- [What is needed]
Lines with "margin" in them are to be located in the listing below and copied.

- [Data section]
★ ★ ★ ★
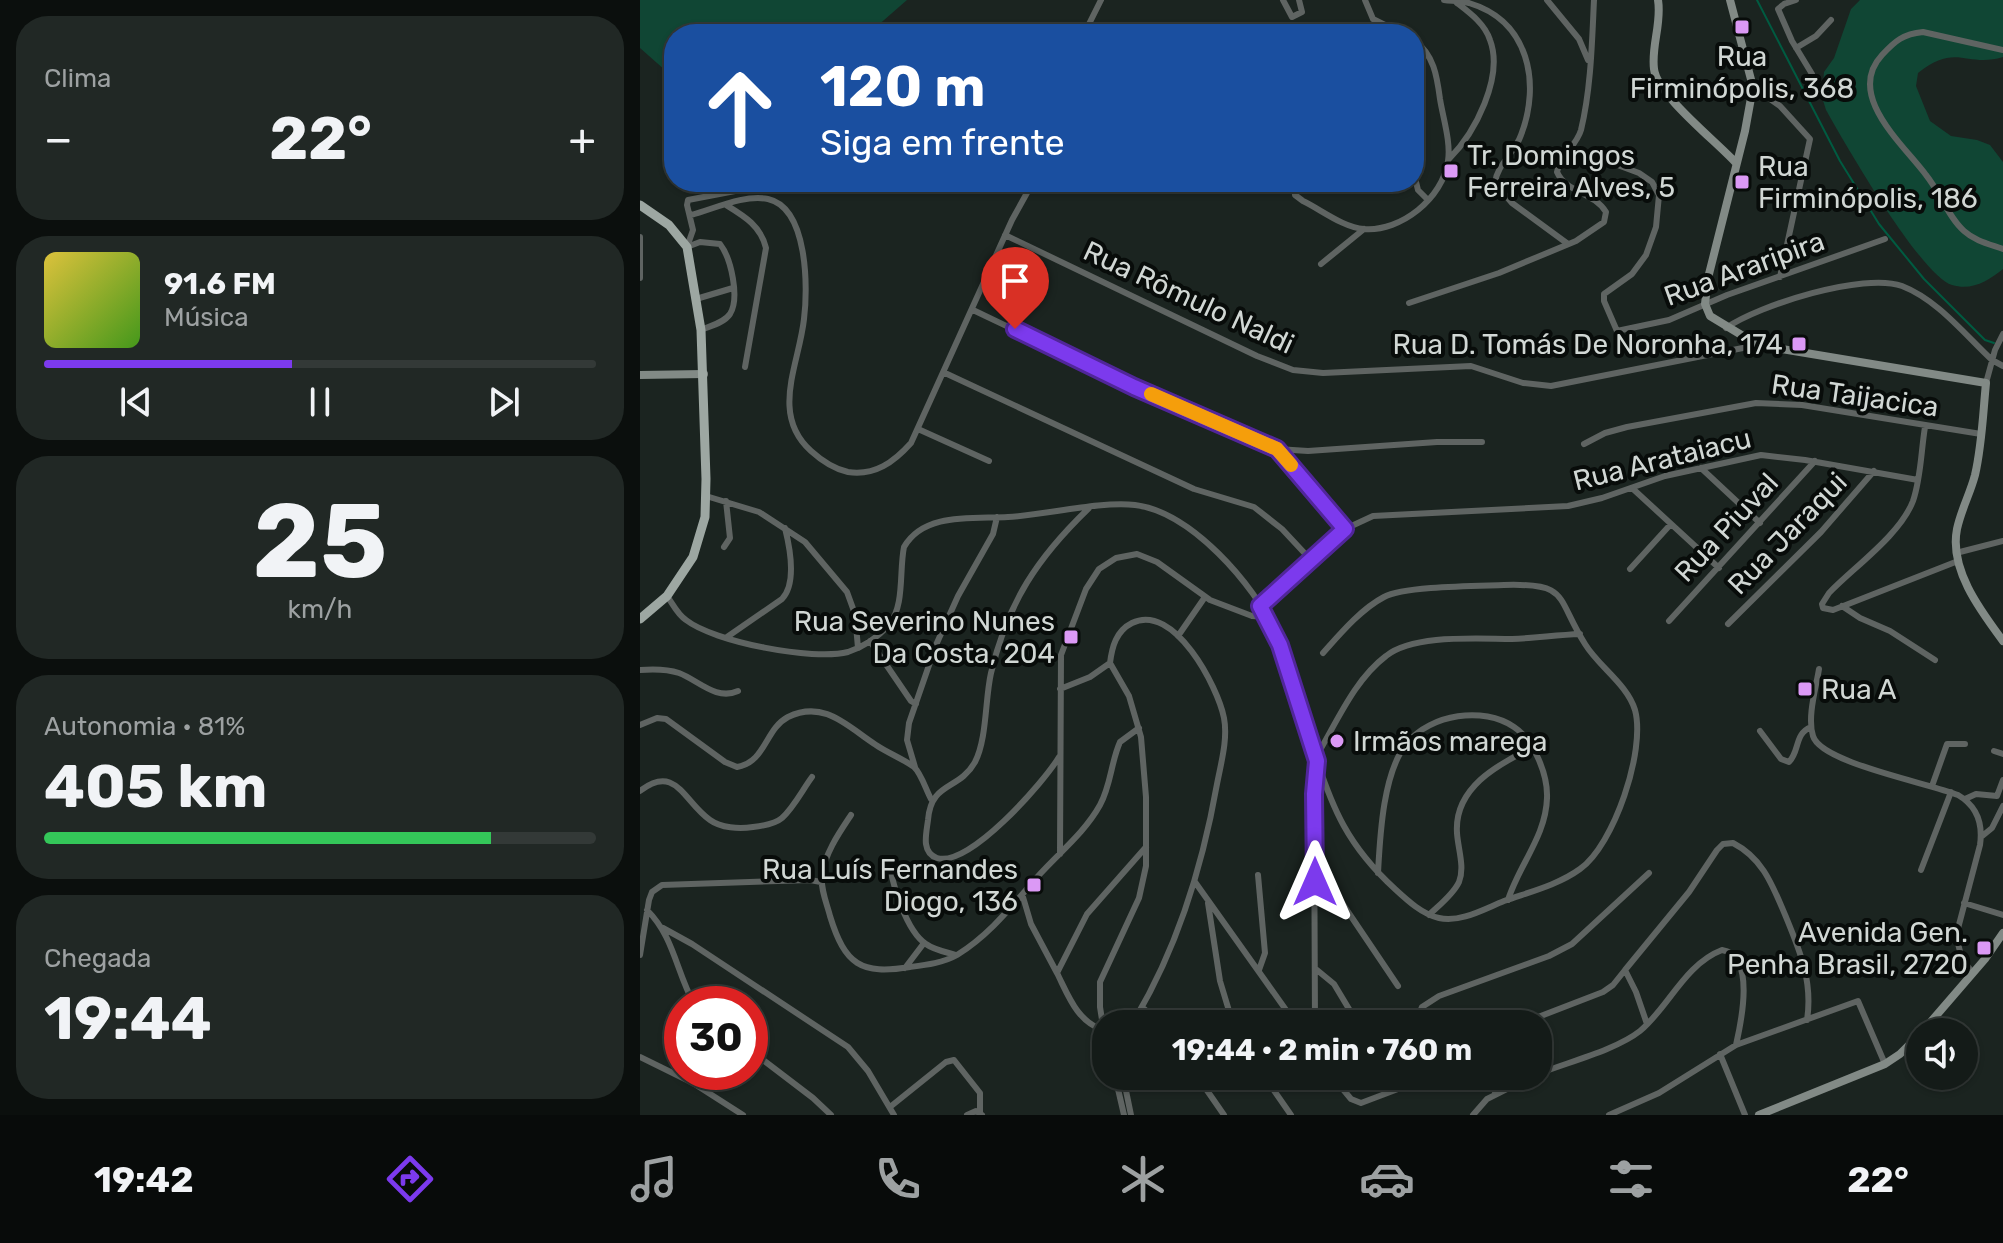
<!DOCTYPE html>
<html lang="pt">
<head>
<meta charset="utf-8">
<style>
  :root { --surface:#141b18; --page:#212825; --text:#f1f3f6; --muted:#9da1a2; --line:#333937; --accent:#7c3aed }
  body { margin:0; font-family:Rubik,sans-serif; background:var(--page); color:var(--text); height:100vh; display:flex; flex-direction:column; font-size:30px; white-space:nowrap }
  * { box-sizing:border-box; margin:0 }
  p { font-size:26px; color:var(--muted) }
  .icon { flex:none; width:44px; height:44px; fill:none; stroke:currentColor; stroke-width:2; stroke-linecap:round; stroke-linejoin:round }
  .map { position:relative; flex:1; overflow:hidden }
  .side { display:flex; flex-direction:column; gap:16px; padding:16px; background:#0b0f0d; width:640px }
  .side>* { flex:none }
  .banner { position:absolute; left:24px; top:24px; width:760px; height:168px; border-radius:32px; box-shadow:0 2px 6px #0004,0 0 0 2px var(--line); background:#1a4fa0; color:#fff; overflow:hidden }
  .tools { position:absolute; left:1266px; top:1018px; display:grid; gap:16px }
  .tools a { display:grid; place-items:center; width:72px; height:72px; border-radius:50%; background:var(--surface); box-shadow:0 2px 6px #0004,0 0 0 2px var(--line); font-size:40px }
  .speed { position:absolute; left:24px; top:986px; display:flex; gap:16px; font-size:40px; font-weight:700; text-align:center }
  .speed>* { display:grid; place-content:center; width:104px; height:104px; border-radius:50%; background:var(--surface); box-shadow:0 2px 6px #0004,0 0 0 2px var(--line); line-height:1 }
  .speed .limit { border:12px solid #d22; background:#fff; color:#111 }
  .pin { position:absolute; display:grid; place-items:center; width:68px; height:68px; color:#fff; margin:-82px -34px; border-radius:50% 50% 50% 0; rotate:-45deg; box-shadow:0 0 8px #0007 }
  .pin .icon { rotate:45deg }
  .me { position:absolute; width:88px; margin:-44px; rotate:0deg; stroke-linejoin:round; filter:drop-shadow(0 0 6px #0008) }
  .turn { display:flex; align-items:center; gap:28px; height:168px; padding:0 24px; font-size:36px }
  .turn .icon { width:104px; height:104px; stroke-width:2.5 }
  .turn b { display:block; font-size:56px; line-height:68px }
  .big { font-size:60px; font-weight:700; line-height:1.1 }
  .side .card { flex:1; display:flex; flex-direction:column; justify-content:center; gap:12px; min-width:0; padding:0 28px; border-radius:32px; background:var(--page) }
  .side .dial { align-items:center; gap:0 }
  .dial b { font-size:104px; line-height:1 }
  .song { display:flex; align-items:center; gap:24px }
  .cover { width:96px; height:96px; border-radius:12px; background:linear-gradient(135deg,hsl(50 70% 55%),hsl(100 70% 35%)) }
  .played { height:8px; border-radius:4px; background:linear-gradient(90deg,var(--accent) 45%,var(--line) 45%) }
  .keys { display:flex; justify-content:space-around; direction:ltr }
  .heat { display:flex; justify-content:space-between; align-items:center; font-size:44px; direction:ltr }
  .charge { height:12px; border-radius:6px; background:linear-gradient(90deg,#34c759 81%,var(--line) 0) }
  .trip { position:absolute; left:452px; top:1010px; width:460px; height:80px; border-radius:32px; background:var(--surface); box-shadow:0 2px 6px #0004,0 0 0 2px var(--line); font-weight:700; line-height:80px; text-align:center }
  .tab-bar { display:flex; height:128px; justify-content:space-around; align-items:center; background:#080b0a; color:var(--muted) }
  .tab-bar .icon { width:56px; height:56px }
  .tab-bar .selected { color:var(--accent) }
  .tab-bar b { font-size:36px; color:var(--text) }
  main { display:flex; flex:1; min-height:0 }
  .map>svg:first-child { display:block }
  .green { fill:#104634 }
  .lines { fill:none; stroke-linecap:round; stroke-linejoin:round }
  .stream { stroke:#005b41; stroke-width:2 }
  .street { stroke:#5f6462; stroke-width:6 }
  .secondary { stroke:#828a86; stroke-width:8 }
  .primary { stroke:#9da7a2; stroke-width:9 }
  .route-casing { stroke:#51269a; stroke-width:20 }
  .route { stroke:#7c3aed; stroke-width:14 }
  .slow { stroke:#f59e0b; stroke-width:14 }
  .poi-dot { fill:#db99f5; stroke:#080c0a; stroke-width:3 }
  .labels { text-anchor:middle; stroke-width:8; stroke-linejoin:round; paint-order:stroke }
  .poi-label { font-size:28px; fill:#d1d7d4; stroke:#080c0a; text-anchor:start }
  .street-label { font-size:28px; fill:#d1d7d4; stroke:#080c0a }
</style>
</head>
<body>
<main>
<section class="side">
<div class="card"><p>Clima</p>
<div class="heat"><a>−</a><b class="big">22°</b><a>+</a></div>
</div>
<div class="card">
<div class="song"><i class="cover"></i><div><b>91.6 FM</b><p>Música</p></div></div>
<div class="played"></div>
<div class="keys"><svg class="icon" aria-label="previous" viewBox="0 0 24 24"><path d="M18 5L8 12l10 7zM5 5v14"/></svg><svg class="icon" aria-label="pause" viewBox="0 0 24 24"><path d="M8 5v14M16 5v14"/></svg><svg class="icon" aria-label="next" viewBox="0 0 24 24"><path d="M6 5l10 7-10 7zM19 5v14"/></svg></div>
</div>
<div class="card dial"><b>25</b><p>km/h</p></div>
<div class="card"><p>Autonomia · 81%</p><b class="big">405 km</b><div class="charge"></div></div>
<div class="card"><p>Chegada</p><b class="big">19:44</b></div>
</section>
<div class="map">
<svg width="1363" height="1115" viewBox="0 0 1363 1115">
  <rect width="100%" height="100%" fill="#1b2420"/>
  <path class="green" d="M0 0H267L228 34H34V78L0 48Z
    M1220 0H1363V57C1326 68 1316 42 1278 73L1276 86 1290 121 1311 136 1337 140 1350 145 1363 162V269C1348 281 1332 291 1312 285 1281 276 1204 142 1186 110L1182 97 1184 72 1194 58 1211 9Z"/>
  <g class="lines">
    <path class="stream" d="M1117 0 1200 161 1239 224 1284 279 1345 340 1354 343"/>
    <path class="street" d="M643 0 652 17 662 12 659 0
      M725 0 733 19 763 34
      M804 0C812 1 821 1 829 3 889 21 901 83 881 135 875 153 857 164 855 183L872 203 928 244
      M907 0 939 39 948 60
      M1144 4 1138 9 1152 41 1172 74
      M1144 4 1156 0
      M440 34 447 28 461 0
      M1156 48 1176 36 1191 20
      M1363 50 1283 32C1263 34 1255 41 1242 55 1205 95 1263 144 1286 175 1300 192 1308 217 1324 231 1335 241 1349 244 1363 249
      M1113 87 1140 106 1170 139 1140 277
      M932 148 999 173 1012 182 1019 195 1016 227 1006 255 992 274 964 294V301L977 331 1029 320 1087 295 1245 239
      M809 159C835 133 864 77 850 40 845 24 830 13 817 3
      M774 174 778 190 787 199
      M654 182 655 195 663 201C680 209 704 228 724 229 761 232 803 198 808 161 811 142 803 118 800 99 797 76 794 55 774 40
      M86 205C104 216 121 226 126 248L105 367
      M51 215C74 209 104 194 128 199 168 208 168 288 164 319 159 365 130 414 171 451 182 461 194 469 208 472 235 476 254 462 271 443L372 220 393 182
      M365 235 617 356 653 370 683 373 831 366 883 383 911 386 1118 345
      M0 237V278
      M47 247 60 242 80 244C91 258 100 298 90 314 84 323 70 326 61 330
      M47 247 53 230 47 205 48 200 95 191 120 182
      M681 264 724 229
      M56 299 93 288
      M769 303 859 273 936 241 964 222 966 212C954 192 926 193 917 172 920 155 936 147 941 130 951 89 952 42 954 0
      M333 310 494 387 637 449 668 451 797 442H842
      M1086 328C1119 305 1224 272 1262 286 1298 300 1325 335 1352 360L1363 366
      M305 373 554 489 614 507 642 529 670 559
      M1346 383 1355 350 1363 334
      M1285 427C1281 451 1281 478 1273 501 1260 535 1214 567 1189 593L1182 604 1183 608 1193 610 1318 561
      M278 429 349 461
      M944 444 965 433 987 427 1116 403 1162 405 1341 434
      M637 449 705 529
      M1061 468 1120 523
      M992 488 1079 568
      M66 496 119 512 165 542 207 592 215 614 218 648
      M84 547 90 538 86 501
      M1316 553 1363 541
      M990 569 1030 525
      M27 596C33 604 37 614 46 620 74 642 173 661 208 652 223 647 238 637 249 625 265 605 259 571 264 547 284 512 333 519 368 517 406 515 459 501 495 505 551 512 614 584 636 633 652 669 661 710 673 748 692 809 708 846 755 889 768 901 782 914 799 918 820 923 844 909 864 901 889 892 918 885 940 869 974 845 1006 750 995 710 987 684 959 667 945 644 915 596 930 583 864 585 838 586 764 586 744 597 721 609 700 634 683 653
      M620 606 705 529 733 516 928 506 962 498 1025 476 1121 455 1165 460 1278 480
      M1202 606 1220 618 1250 631 1295 660
      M1029 621 1175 461
      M1088 624 1181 532 1234 471
      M538 636 565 597
      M87 637 142 599C157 583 150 548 145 528
      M230 641 271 701 276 704
      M1179 669C1176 688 1167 717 1173 736 1181 763 1289 783 1318 795 1337 806 1343 824 1340 845L1316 936 1322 959 1333 973
      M0 670C13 669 27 669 39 673 58 680 76 701 98 691
      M420 689 450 677 470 663C472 647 476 631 492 623 534 602 578 687 584 718 588 739 581 763 577 784 562 869 537 950 492 1024
      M0 725 17 718 26 719 85 762 97 767C126 762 125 729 148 717 185 699 209 728 236 745 246 752 265 760 274 767 281 773 286 790 291 799
      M1120 731 1141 759 1149 762C1160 751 1154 734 1171 727
      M1354 751 1363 754
      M419 757C404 782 329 868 297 858 291 856 287 851 286 844 285 837 287 828 288 820 291 781 319 791 335 762 347 739 345 699 351 673 368 602 397 558 449 508
      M676 757C696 724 714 680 746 656 774 634 837 639 872 639 895 638 917 635 940 634
      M275 767 267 740 269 723 296 645 318 596 353 534 357 517
      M1292 786 1307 744H1325
      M0 791C36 763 44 802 70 820 81 828 99 829 113 827 122 826 135 824 142 818 154 807 163 789 172 777
      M1325 799 1336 794 1357 796 1363 780
      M211 815C199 833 185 853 182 875 180 888 187 904 190 916 205 965 221 975 270 967 286 965 303 963 317 955 352 933 373 904 400 874 420 852 445 832 460 805 471 785 471 762 480 742L499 728
      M1341 837 1352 828 1363 806
      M420 854 421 655 446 589 459 569 476 558 497 554 517 562 570 600 612 616 627 617
      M676 857 696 894 758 986
      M249 863C253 885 266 931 286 944 294 950 306 952 316 955
      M1281 870 1311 792
      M738 873C740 836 743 772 767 743 791 714 843 706 874 727 894 740 908 775 907 798 906 836 879 865 868 900
      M618 875 625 953 619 970
      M555 882 656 1024
      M383 897 391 924 417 973
      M568 903 580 981 593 1024
      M1324 903 1363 915
      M7 910C34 937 36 971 54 1004
      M789 915C798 906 813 895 819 882 825 867 818 849 817 833 814 788 857 765 891 748
      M23 928 52 944 208 1047 228 1071 254 1115
      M0 955 9 900 12 892 22 885 170 880 181 882
      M265 968 284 943
      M677 970 694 984 718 1024
      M502 1007 521 1024
      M675 1024 674 794 677 764
      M775 1024 782 1007 799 996 909 956 932 944 1009 873
      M880 1024 963 992 973 985 985 970
      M1007 1024 996 992 985 970 1049 892 1077 850 1083 844 1093 843C1124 859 1133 887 1146 917 1160 951 1173 982 1167 1020
      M463 1030C437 1021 429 997 417 973L447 914 506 847
      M466 1045 460 1007V982L499 898 506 866V797L501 737 489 696 470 663
      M110 1050 173 1098 191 1115
      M1080 1054 1105 1115
      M0 1057 53 1083 103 1115
      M898 1074C928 1062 976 1050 1000 1031 1028 1008 1045 964 1082 950 1116 955 1101 1023 1096 1045
      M475 1076 484 1115
      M483 1076 491 1115
      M557 1076 584 1115
      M624 1076 651 1115
      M692 1076 711 1099 721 1103 787 1078
      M848 1076 856 1094
      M250 1107 306 1062 314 1060 340 1093V1113
      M327 1115 336 1111 342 1115
      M833 1115 847 1099 893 1076
      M969 1115 1019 1093 1096 1045 1218 1001 1245 1064"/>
    <path class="secondary" d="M1018 0C1022 23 1011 46 1014 69 1017 95 1076 141 1096 163
      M1090 0 1113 87 1105 131 1068 278 1065 304 1070 316 1118 345 1346 383C1343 413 1342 445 1335 475 1330 494 1321 510 1317 529 1309 569 1340 610 1363 641
      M0 375 64 374
      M1282 1032 1345 959 1363 933
      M1119 1115 1245 1064 1260 1054 1280 1034"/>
    <path class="primary" d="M0 205 29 225 47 247 61 330 66 479 65 517 53 557 27 596 0 619"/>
  </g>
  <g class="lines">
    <g class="route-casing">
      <path id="route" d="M375 329 494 387 637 449 705 529 620 606 640 645 677 761 674 794 675 882"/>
    </g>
    <use href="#route" class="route"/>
    <path class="slow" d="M511 394 637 449 651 465"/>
  </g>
  <g class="poi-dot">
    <rect x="1094" y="19" width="16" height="16" rx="4"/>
    <rect x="803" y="163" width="16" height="16" rx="4"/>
    <rect x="1094" y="174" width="16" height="16" rx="4"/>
    <rect x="1151" y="336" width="16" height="16" rx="4"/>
    <rect x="423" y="629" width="16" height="16" rx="4"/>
    <rect x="1157" y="681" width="16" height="16" rx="4"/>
    <circle cx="697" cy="741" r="8"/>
    <rect x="386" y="877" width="16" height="16" rx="4"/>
    <rect x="1336" y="940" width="16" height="16" rx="4"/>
  </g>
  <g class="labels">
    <g class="poi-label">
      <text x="1102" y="66" text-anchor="middle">Rua<tspan x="1102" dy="32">Firminópolis, 368</tspan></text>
      <text x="827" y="165">Tr. Domingos<tspan x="827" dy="32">Ferreira Alves, 5</tspan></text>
      <text x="1118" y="176">Rua<tspan x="1118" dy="32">Firminópolis, 186</tspan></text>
      <text x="1143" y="354" text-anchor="end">Rua D. Tomás De Noronha, 174</text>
      <text x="415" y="631" text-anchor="end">Rua Severino Nunes<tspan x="415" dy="32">Da Costa, 204</tspan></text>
      <text x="1181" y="699">Rua A</text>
      <text x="713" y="751">Irmãos marega</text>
      <text x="378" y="879" text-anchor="end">Rua Luís Fernandes<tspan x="378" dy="32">Diogo, 136</tspan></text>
      <text x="1328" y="942" text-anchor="end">Avenida Gen.<tspan x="1328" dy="32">Penha Brasil, 2720</tspan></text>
    </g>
    <g class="street-label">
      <text transform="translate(1104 268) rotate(-20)" y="10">Rua Araripira</text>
      <text transform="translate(549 297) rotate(25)" y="10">Rua Rômulo Naldi</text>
      <text transform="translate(1215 395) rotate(8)" y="10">Rua Taijacica</text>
      <text transform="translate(1022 459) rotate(-14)" y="10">Rua Arataiacu</text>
      <text transform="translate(1086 527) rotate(-47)" y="10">Rua Piuval</text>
      <text transform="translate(1147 533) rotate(-46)" y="10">Rua Jaraqui</text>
    </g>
  </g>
</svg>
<div class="tools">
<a><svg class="icon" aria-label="sound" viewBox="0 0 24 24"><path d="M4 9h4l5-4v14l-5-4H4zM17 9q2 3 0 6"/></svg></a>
</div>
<div class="speed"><div class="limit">30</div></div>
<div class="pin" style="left:375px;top:329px;background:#d93025"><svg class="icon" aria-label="arrive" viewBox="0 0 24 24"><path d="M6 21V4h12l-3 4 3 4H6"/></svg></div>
<svg class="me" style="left:675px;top:882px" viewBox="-20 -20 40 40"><path d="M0-17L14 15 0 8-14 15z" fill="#7c3aed" stroke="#fff" stroke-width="4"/></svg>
<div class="trip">19:44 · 2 min · 760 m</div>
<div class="banner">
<div class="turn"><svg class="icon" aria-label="ahead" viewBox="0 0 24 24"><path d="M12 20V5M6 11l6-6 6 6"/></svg><div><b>120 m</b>Siga em frente</div></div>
</div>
</div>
</main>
<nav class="tab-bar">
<b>19:42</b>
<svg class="icon selected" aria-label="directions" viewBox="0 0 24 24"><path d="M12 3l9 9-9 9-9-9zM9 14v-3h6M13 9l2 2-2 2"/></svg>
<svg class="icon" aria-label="music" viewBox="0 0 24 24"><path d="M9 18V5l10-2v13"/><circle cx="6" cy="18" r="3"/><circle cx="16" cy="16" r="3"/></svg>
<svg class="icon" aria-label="phone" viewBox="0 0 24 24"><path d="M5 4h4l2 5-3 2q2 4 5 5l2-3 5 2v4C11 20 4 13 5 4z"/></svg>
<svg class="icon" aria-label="climate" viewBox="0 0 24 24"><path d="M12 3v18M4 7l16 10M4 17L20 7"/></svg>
<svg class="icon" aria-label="car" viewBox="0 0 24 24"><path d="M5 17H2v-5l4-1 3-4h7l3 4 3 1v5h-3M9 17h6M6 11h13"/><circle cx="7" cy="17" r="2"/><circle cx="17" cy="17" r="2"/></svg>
<svg class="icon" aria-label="filters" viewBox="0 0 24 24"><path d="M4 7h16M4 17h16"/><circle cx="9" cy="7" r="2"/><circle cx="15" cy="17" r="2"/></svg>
<b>22°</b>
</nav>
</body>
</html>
★ ★ ★ ★
- [Output for this task]
  body { margin:0; font-family:Rubik,sans-serif; background:var(--page); color:var(--text); height:100vh; display:flex; flex-direction:column; font-size:30px; white-space:nowrap }
  * { box-sizing:border-box; margin:0 }
  .pin { position:absolute; display:grid; place-items:center; width:68px; height:68px; color:#fff; margin:-82px -34px; border-radius:50% 50% 50% 0; rotate:-45deg; box-shadow:0 0 8px #0007 }
  .me { position:absolute; width:88px; margin:-44px; rotate:0deg; stroke-linejoin:round; filter:drop-shadow(0 0 6px #0008) }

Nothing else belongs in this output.